In an attempt to come to a quick demo, imagine that this code ran beforehand:

```python
import pandas as pd
from umap import UMAP
from sklearn.pipeline import make_pipeline 

# pip install "embetter[text]"
from embetter.text import SentenceEncoder

# Build a sentence encoder pipeline with UMAP at the end.
enc = SentenceEncoder('all-MiniLM-L6-v2')
umap = UMAP()

text_emb_pipeline = make_pipeline(
  enc, umap
)

# Load sentences
sentences = list(pd.read_csv("tests/data/text.csv")['text'])

# Calculate embeddings 
X_tfm = text_emb_pipeline.fit_transform(sentences)

# Write to disk. Note! Text column must be named "text"
df = pd.DataFrame({"text": sentences})
df['x'] = X_tfm[:, 0]
df['y'] = X_tfm[:, 1]

X = enc.transform(sentences)
```

This gives us a dataframe `df` that contains sentences, but also contains 2D UMAP representations of sentence embeddings. We also have a sentence encoder `enc` loaded and we also have access to our original embeddings `X`. Computing these can take a while on a CPU so we will store these on disk.

```python
import numpy as np

np.save("utils/X", X)
np.save("utils/X_tfm", X_tfm)
df.to_csv("utils/df.csv", index=False)
```

Given that these are stored on disk, we can boostrap the demo a whole lot quicker!

In [5]:
%load_ext autoreload
%autoreload 2

In [26]:
import numpy as np
import pandas as pd

X = np.load("utils/X.npy")
X_tfm = np.load("utils/X_tfm.npy")
df = pd.read_csv("utils/df.csv")

Lets use these variables to conjure up a basic text explorer. This will allow us to quickly explore the clusters that appear in our data. 

In [27]:
from bulk.widgets import BaseTextExplorer

widget = BaseTextExplorer(df)
widget.show()

HBox(children=(HBox(children=(VBox(children=(Button(button_style='primary', icon='arrows', layout=Layout(width…

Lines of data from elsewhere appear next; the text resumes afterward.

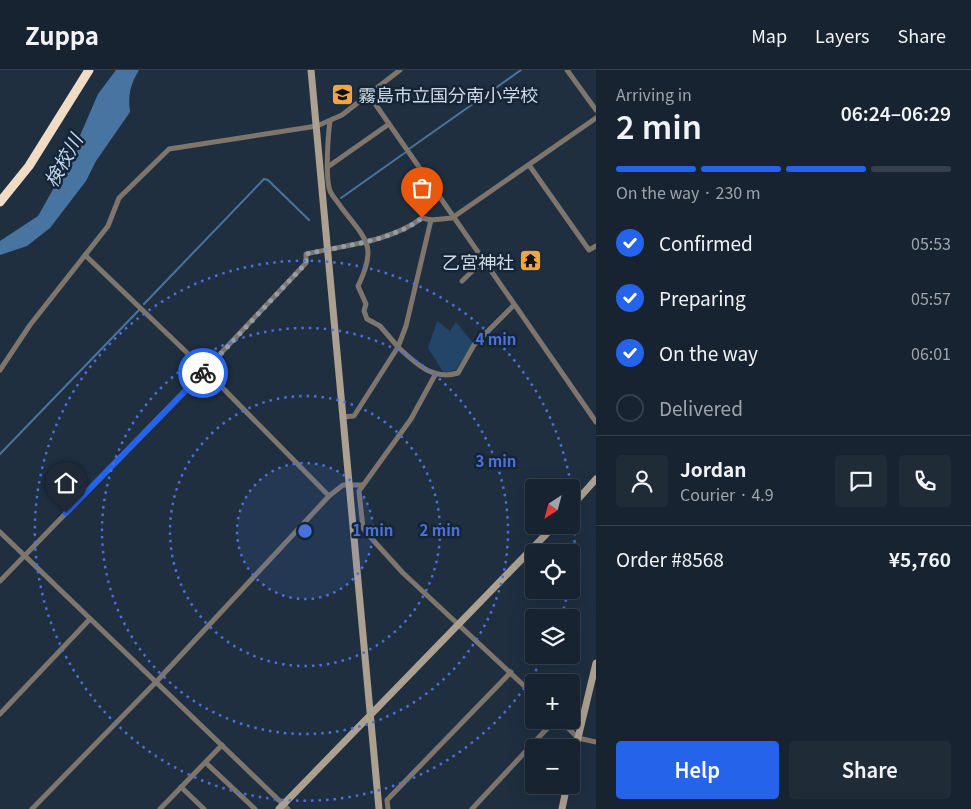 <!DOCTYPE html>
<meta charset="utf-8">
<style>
:root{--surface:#172330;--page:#202b38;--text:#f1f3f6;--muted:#9ea4ab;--line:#36404c;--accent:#2563eb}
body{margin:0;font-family:Georgia,"Noto Sans JP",serif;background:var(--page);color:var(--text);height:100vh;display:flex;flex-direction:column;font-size:19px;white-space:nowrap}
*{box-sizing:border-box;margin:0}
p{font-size:16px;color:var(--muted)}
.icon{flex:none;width:28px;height:28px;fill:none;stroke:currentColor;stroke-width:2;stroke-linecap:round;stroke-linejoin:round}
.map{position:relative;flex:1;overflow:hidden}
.panel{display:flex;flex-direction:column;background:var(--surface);width:375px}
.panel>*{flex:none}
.needle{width:32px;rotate:216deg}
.tools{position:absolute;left:525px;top:409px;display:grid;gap:10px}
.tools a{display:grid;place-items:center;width:55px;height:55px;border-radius:5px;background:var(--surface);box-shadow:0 5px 20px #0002,0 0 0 1px var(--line);font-size:25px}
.pin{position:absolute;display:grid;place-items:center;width:42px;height:42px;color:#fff;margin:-51px -21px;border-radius:50% 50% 50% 0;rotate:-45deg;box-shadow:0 0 5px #0007}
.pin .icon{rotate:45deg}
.courier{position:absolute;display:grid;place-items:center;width:50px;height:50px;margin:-25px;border:4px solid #2563eb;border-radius:50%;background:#fff;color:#222;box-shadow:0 1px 6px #0007}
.head em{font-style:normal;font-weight:600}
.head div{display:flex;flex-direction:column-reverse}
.head{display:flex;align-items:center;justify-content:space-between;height:85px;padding:0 20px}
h1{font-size:32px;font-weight:600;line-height:38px}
.bar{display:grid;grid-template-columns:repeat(4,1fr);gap:8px 5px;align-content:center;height:60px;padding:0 20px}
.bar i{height:6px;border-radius:4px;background:var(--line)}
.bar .selected{background:var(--accent)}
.bar p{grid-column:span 4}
.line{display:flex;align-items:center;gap:12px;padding:0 20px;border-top:1px solid var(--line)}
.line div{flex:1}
.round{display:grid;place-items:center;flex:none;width:52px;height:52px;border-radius:5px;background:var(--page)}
ol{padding:0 20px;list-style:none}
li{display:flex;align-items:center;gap:15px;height:55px}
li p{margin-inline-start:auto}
li .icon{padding:5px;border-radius:50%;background:var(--accent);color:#fff;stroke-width:4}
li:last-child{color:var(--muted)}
li i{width:28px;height:28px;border:2px solid var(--line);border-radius:50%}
.cta{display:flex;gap:10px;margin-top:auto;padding:10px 20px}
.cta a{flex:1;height:58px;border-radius:5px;background:var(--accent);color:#fff;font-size:20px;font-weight:600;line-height:58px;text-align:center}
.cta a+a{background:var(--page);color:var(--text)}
header{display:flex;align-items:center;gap:30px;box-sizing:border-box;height:70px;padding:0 25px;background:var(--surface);border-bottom:1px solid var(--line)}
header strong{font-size:24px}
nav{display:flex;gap:28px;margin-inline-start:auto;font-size:18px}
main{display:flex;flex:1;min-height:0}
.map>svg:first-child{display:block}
.green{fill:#224568}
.water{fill:#4874a1}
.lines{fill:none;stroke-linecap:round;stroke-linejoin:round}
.stream{stroke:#4874a1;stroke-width:2}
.street{stroke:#7e766d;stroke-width:5}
.secondary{stroke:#aca091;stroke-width:7}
.highway{stroke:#f0dcc5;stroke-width:9}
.done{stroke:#929eab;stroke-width:5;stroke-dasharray:0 9}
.route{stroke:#2563eb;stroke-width:6}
.ring{fill:none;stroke:#4a71db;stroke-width:2.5;stroke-dasharray:2.5 5}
.labels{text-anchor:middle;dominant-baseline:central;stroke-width:5;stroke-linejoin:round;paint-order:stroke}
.poi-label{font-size:18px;fill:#d0dae5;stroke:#162535;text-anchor:start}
.water-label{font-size:19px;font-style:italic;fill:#bed7f2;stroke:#162535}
.centre{fill:#4a71db;stroke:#162535;stroke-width:2.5}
.ring-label{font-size:15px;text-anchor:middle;font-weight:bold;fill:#4a71db;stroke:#162535;stroke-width:5;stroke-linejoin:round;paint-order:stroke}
</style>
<header>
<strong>Zuppa</strong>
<nav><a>Map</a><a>Layers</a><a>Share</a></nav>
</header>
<main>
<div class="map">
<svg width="596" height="739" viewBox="0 0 596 739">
<rect width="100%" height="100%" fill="#1f2f40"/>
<path class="green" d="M 437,251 L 450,261 L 456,252 L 473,273 L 456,300 L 444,303 L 428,278 Z"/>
<path class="water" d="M 116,0 L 139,0 C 130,15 128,25 130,42 L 96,91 L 86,111 L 50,158 L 27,176 L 0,185 L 0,171 L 38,146 L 69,91 L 98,24 Z"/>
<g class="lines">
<g class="stream">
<path d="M 409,79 L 521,0"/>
<path d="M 341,128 L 406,82"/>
<path d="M 144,234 L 264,109 L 268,110 L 309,150"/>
<path d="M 0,384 L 139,240"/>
</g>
<g class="street">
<path d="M 567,0 L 596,40"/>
<path d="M 369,25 L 596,352"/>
<path d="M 330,51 C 328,66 325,107 330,121 C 332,126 338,132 341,137 C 366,170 378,175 358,216 L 366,234 L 364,241 L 367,249 L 380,256 L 398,277 L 354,346 L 342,347"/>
<path d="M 529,95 L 589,180 L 596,176"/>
<path d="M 329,96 L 389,54"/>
<path d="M 431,150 L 406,256 L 398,277 C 415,293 433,311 458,303 L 474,275 L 514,235"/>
<path d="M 85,185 L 205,300 L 329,426"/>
<path d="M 462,211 L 483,191"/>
<path d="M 0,300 L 30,255 L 108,156 L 119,128 L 169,79 L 317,56 L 342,45 L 400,0"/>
<path d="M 435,305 L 411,349 L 359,421 L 363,458 L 372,469 L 403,503 L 534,625"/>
<path d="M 0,462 L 288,739"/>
<path d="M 0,511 L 205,300 L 306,193 L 306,184 C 345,175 390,172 422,148 L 431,150 L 452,148 L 596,48"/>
<path d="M 0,644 L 90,549"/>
<path d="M 560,650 L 578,668 L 596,672"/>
<path d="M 206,693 L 255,739"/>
<path d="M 181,717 L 204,739"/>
<path d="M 32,739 L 156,612 L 329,426 L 343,415 L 362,415"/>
<path d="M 160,739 L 222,675"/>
<path d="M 388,739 L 387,730 L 511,602"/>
<path d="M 472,739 L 555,650"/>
</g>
<g class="secondary">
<path d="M 311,0 L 379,739"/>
<path d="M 571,437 L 596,409"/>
<path d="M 571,697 L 596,593"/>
<path d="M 279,739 L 555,455"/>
<path d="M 562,739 L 567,715"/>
</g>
<path class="highway" d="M 0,132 L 29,96 L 89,0"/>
</g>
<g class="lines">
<path class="done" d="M 203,303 L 306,193 L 306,184 C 345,175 390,172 422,148"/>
<path class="route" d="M 66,443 L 203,303"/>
</g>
<circle cx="305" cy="461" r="68" fill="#4a71db" fill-opacity=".12"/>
<g class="ring">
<circle cx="305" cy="461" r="68"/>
<circle cx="305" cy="461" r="135"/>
<circle cx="305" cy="461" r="203"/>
<path d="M568 522A270 270 0 0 1 561 547M544 586A270 270 0 1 1 571 506"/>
</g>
<defs>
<symbol id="school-square" viewBox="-11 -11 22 22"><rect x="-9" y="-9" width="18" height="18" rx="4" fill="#f0a63f" stroke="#162535"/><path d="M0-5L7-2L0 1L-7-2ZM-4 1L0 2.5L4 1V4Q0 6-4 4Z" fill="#111"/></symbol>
<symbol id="temple-square" viewBox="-11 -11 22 22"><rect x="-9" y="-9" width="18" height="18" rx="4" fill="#f0a63f" stroke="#162535"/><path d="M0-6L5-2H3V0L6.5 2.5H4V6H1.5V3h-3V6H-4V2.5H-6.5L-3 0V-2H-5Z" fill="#111"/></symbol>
</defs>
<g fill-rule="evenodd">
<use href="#school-square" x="330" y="12" width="25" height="25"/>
<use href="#temple-square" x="518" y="178" width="25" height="25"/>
</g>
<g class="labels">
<g class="poi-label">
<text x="358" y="24">霧島市立国分南小学校</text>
<text x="514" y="191" text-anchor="end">乙宮神社</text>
</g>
<g class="water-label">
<text transform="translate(62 90) rotate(-61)">検校川</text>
</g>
</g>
<circle cx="305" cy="461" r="8" class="centre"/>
<g class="ring-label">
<text x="496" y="275">4 min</text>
<text x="496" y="397">3 min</text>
<text x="373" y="466">1 min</text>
<text x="440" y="466">2 min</text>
</g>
</svg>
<div class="tools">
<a><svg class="needle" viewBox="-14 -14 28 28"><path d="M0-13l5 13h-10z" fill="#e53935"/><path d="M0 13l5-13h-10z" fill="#9ea4ab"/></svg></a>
<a><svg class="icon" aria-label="locate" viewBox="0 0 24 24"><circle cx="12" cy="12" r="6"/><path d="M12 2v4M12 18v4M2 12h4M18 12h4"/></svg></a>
<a><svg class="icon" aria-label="layers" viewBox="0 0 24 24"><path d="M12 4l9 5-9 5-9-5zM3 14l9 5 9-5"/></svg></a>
<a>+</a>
<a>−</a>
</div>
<div class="pin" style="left:422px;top:148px;background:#ea580c"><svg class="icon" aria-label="bag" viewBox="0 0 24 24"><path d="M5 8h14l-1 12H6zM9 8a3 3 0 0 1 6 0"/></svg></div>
<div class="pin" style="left:66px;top:443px;background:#1f2937"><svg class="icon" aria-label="home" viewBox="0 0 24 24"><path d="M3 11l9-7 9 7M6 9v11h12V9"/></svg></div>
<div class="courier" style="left:203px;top:303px"><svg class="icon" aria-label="bike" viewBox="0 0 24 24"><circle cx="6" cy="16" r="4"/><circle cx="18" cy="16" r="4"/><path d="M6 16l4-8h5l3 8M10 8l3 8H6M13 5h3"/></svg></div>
</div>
<section class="panel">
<div class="head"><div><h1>2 min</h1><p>Arriving in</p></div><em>06:24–06:29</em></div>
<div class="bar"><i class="selected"></i><i class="selected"></i><i class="selected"></i><i></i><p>On the way · 230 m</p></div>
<ol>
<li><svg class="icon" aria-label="check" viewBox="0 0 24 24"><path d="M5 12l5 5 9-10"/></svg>Confirmed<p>05:53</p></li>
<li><svg class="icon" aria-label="check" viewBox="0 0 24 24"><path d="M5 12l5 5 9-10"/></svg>Preparing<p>05:57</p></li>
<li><svg class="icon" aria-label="check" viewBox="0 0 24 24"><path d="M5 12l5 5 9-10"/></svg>On the way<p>06:01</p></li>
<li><i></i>Delivered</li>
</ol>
<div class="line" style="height:90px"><a class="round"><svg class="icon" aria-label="person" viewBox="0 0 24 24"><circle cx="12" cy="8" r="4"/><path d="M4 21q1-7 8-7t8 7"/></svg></a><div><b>Jordan</b><p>Courier · 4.9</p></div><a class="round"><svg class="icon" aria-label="chat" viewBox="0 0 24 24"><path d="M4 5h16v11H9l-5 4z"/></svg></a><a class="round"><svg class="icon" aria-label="phone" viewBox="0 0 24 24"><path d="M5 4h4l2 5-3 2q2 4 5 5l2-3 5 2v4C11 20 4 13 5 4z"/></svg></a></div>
<div class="line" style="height:65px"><div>Order #8568</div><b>¥5,760</b></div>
<div class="cta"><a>Help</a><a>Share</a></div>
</section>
</main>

Being able to explore these clusters is neat, but it feels like we might more easily explore everything if we have some more tools at our disposal. In particular, we want to have an encoder around so that we may use queries in our embedded space. 

The UI below will allow us to explore much more interactively.

In [None]:
from embetter.text import SentenceEncoder

enc = SentenceEncoder('all-MiniLM-L6-v2')

In [29]:
# Pay attention here! The rows in df needs to align with the rows in X!
widget = BaseTextExplorer(df, X=X, encoder=enc)
widget.show()

HBox(children=(VBox(children=(Text(value='', description='String:', placeholder='Type something'), HBox(childr…

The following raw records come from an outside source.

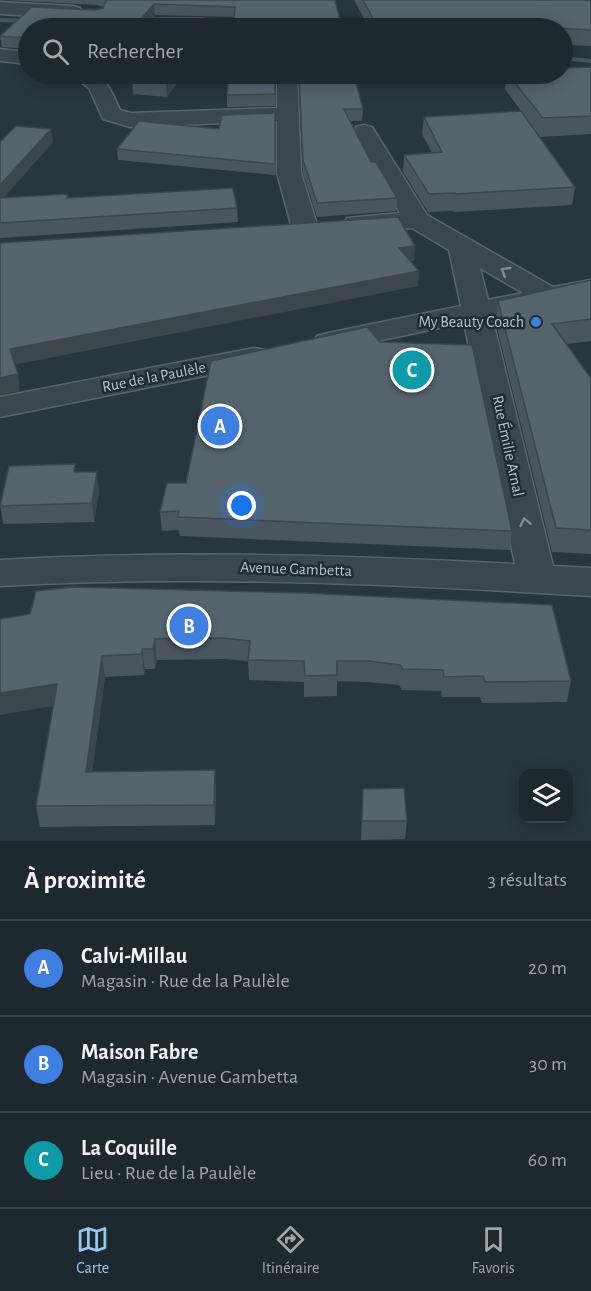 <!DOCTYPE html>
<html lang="fr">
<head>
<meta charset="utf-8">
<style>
  :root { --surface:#1e282f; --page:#263037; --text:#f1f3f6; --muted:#a1a6aa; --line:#3c444b; --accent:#96c9f0 }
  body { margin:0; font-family:"Alegreya Sans",sans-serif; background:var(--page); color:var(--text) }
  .controls { position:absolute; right:18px; bottom:18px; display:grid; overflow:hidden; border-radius:12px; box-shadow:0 3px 15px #0003 }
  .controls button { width:54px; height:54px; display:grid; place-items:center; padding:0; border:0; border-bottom:2px solid var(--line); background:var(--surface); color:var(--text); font:30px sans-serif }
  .you { position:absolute; left:242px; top:506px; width:21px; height:21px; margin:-15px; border:4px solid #fff; border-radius:50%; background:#1a73e8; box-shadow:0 0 0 9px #1a73e833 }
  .badge { display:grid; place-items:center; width:39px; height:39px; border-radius:50%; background:var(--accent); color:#fff; font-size:20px; font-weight:700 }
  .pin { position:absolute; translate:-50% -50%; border:3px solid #fff; box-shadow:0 2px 6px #0006 }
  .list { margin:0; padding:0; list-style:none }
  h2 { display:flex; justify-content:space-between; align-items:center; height:78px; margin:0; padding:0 24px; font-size:26px }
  h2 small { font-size:20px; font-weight:400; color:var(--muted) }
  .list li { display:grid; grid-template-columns:39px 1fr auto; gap:18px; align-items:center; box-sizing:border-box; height:96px; padding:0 24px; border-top:2px solid var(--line) }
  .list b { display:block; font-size:22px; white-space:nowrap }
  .list p { margin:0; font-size:20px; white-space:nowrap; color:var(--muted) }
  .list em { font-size:20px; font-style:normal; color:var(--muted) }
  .icon { flex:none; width:33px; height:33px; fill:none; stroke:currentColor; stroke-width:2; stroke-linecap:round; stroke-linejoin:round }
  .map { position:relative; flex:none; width:591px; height:841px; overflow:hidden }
  .search { position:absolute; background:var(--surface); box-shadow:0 3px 15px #0003; left:18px; right:18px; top:18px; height:66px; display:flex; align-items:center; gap:15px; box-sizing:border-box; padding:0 21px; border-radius:33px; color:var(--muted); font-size:22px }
  .sheet { height:366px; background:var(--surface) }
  nav { display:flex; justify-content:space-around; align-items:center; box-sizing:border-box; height:84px; border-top:2px solid var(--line); background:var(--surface); font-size:16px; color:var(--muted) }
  nav a { display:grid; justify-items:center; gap:3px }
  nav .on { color:var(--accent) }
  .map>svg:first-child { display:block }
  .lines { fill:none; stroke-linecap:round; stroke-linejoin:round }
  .stream { fill:#3f5666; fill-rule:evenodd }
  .minor-casing { stroke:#59656c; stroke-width:3 }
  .minor { fill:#3b474f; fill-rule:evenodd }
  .wall { fill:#4a565f }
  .shaded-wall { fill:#3c464d }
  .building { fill:#56646e; stroke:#3c464d; stroke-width:1.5 }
  .oneway { stroke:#808b92 }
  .shop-dot { fill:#3f7fe0; stroke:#202c34; stroke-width:2 }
  .labels { text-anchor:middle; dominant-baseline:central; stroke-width:5; stroke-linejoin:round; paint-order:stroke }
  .poi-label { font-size:16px; fill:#b8c2c9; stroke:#202c34; text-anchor:end }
  .street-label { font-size:16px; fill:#b8c2c9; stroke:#202c34 }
</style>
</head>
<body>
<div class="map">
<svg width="591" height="841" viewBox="0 0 591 841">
  <rect width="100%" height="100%" fill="#28363f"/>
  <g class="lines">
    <g class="stream">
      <path d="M136 17H200L245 22 248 24 245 26 200 21 138 20 135 18Z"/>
      <path d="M0 18 30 19 33 21 30 23 0 22Z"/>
      <path d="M562 56 591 59V63L562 60Z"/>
    </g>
    <g class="minor-casing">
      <g id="minor">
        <path d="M0 2 73 6 80 8 82 12 80 16 73 18 0 14Z"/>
        <path d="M0 49 28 52V64L0 61Z"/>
        <path d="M70 74C103 70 107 81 120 110L131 113 277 108V74H297L301 173 318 228 314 234 305 236 296 234 292 228 277 173V121L130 127 103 119 89 88Z"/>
        <path d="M364 125 372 127 427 215 553 287 591 280V296L492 317 553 566 591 568V596C394 584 197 575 0 586V560C172 550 343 555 515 564L464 323 328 351 317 348 313 342 317 336 328 333 461 306 449 250 412 228 356 232 347 230 343 224 347 218 400 213 353 132 356 127ZM480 268 523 293 488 300Z"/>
        <path d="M254 348 265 350 269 357 265 364 0 417V397Z"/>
      </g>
    </g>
    <use href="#minor" class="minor"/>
  </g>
  <g class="wall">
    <path d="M5 0H335L234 17 155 15 143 28H28V49L2 47 0 36 103 8V7L97 5Z"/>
    <path d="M354 0H591V46L562 45V28H369Z"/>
    <path d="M591 67V134L540 137 505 89 506 74H562Z"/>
    <path d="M138 74H184L167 97 133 94 132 80Z"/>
    <path d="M275 74V106L227 107V95Z"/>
    <path d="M299 74H354L363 109 362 121H350L371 162 397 198 396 211 317 217 303 173Z"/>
    <path d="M275 113V175L118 160 117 149 219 129Z"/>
    <path d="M424 117 575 187 572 205 454 212 453 211 428 212 403 172 404 155 432 153 422 134Z"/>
    <path d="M0 142H53L3 198H68L237 208 238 222 0 238Z"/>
    <path d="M591 280V341L566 344 590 377H591V554L552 552 496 323 498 301Z"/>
    <path d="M76 472 99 490 94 522 3 524 0 504Z"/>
    <path d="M167 483 512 531 510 550 180 536 179 530 162 531 160 512Z"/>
    <path d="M30 614 571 681 567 702 482 703 480 697H442L441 691 402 690 399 685 368 682 337 681V696L304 697V682L249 680 248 661 224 659 157 660 155 669H145L144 675 105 677 92 772 216 790 215 825 40 827 36 806 53 706Z"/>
    <path d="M363 789 407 821 405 839 361 840Z"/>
  </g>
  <g class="shaded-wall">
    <path d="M154 4 155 15 143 28H133Z"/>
    <path d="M173 74H184L167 97 166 83Z"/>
    <path d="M51 129 53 142 0 202V185Z"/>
    <path d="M415 246 414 261 398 263 399 248Z"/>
    <path d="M419 271 418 286 13 365 10 349Z"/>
    <path d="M18 374 20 391 0 395V378Z"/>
    <path d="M97 472 99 490 94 522 92 503Z"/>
    <path d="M155 639 157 660 155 669 153 649Z"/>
    <path d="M142 649 145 669 144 675 142 654Z"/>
    <path d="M102 656 105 677 89 793 86 772Z"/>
    <path d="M57 684 60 705 0 715V693Z"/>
    <path d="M215 770 216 790 215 825 214 805Z"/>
  </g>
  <g class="building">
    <path d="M105 0H335L342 28H233L235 7 154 4 133 28H28V38L0 36 32 7 95 10 103 8 106 1Z"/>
    <path d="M363 0H591V30L437 22 434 28 375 22Z"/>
    <path d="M591 67V116L543 118 508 74H562V68Z"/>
    <path d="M138 74H173L166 83 132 80Z"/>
    <path d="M229 74H275V94L227 95Z"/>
    <path d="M299 74H354L363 109H344L371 162H376L397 198 317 203 303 160Z"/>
    <path d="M521 111 575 187 456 194 455 193 429 194 404 155 442 152 424 117Z"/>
    <path d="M275 113V164L117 149 139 121 219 129 222 115Z"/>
    <path d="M16 126 51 129 0 185V142Z"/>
    <path d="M233 188 237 208 0 223V198L67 194V198Z"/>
    <path d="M398 217 415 246 399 248 419 271 10 349 18 374 0 378V243Z"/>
    <path d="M591 280V319L552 324 590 377H591V530L556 528 498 301Z"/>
    <path d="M367 327 380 342 472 345 512 531 178 517 179 511 160 512 167 483H186L211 361Z"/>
    <path d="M75 464 74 472H97L92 503 0 506 9 466Z"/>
    <path d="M73 587 305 593 552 605 571 681 485 682 483 676 444 677 443 670 403 669 400 665 369 661H337V675L305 676 304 661 248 660 250 641 223 638 155 639 153 649H142V654L102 656 86 772 215 770 214 805 36 806 57 684 0 693V619L30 614 36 591Z"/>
    <path d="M404 788 407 821H362L363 789Z"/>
  </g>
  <defs><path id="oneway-chevron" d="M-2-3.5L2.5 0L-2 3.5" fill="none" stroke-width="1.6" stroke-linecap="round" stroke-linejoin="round" transform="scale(1.5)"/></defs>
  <g class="oneway">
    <use href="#oneway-chevron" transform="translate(505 271) rotate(-149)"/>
    <use href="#oneway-chevron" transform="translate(525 522) rotate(-102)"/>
  </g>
  <circle class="shop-dot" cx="536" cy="322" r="6"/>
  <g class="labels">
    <g class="poi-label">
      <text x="524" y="322">My Beauty Coach</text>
    </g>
    <g class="street-label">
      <text transform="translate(154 377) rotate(-11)">Rue de la Paulèle</text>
      <text transform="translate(508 446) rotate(78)">Rue Émilie Arnal</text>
      <text transform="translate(296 569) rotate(2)">Avenue Gambetta</text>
    </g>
  </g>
</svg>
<div class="controls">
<button><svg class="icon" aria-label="layers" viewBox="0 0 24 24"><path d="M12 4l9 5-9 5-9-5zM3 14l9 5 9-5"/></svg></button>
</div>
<div class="you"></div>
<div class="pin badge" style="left:220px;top:426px;background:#3f7fe0">A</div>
<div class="pin badge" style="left:189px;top:626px;background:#3f7fe0">B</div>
<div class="pin badge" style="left:412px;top:370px;background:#0f9aa8">C</div>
<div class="search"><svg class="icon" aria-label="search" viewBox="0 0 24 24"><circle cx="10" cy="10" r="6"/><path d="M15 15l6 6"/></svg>Rechercher</div>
</div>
<section class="sheet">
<h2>À proximité<small>3 résultats</small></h2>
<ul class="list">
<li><span class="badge" style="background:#3f7fe0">A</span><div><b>Calvi-Millau</b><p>Magasin · Rue de la Paulèle</p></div><em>20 m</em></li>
<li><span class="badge" style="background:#3f7fe0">B</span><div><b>Maison Fabre</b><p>Magasin · Avenue Gambetta</p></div><em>30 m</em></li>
<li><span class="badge" style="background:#0f9aa8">C</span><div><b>La Coquille</b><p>Lieu · Rue de la Paulèle</p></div><em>60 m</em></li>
</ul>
</section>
<nav>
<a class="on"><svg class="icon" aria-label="map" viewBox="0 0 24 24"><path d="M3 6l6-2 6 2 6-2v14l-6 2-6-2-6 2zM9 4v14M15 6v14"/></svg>Carte</a>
<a><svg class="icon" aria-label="directions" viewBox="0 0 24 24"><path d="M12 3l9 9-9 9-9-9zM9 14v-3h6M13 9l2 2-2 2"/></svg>Itinéraire</a>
<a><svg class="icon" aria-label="saved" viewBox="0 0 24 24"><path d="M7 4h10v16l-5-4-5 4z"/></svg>Favoris</a>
</nav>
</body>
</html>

Thanks to tools like ipywidget and anywidget, we can really start building some tools to make the notebook hard to beat as the go-to place for your data needs. My primary interest is to work on tools for data quality and being able to select datapoints in bulk feels like a great place to start. Maybe you can find an interesting subset to annotate first, maybe you get suprised when you see two distinct clusters that should be one. All that good stuff can happen in the notebook.

More UI will follow, but this `BaseTextExplorer` feels like a nice place to start!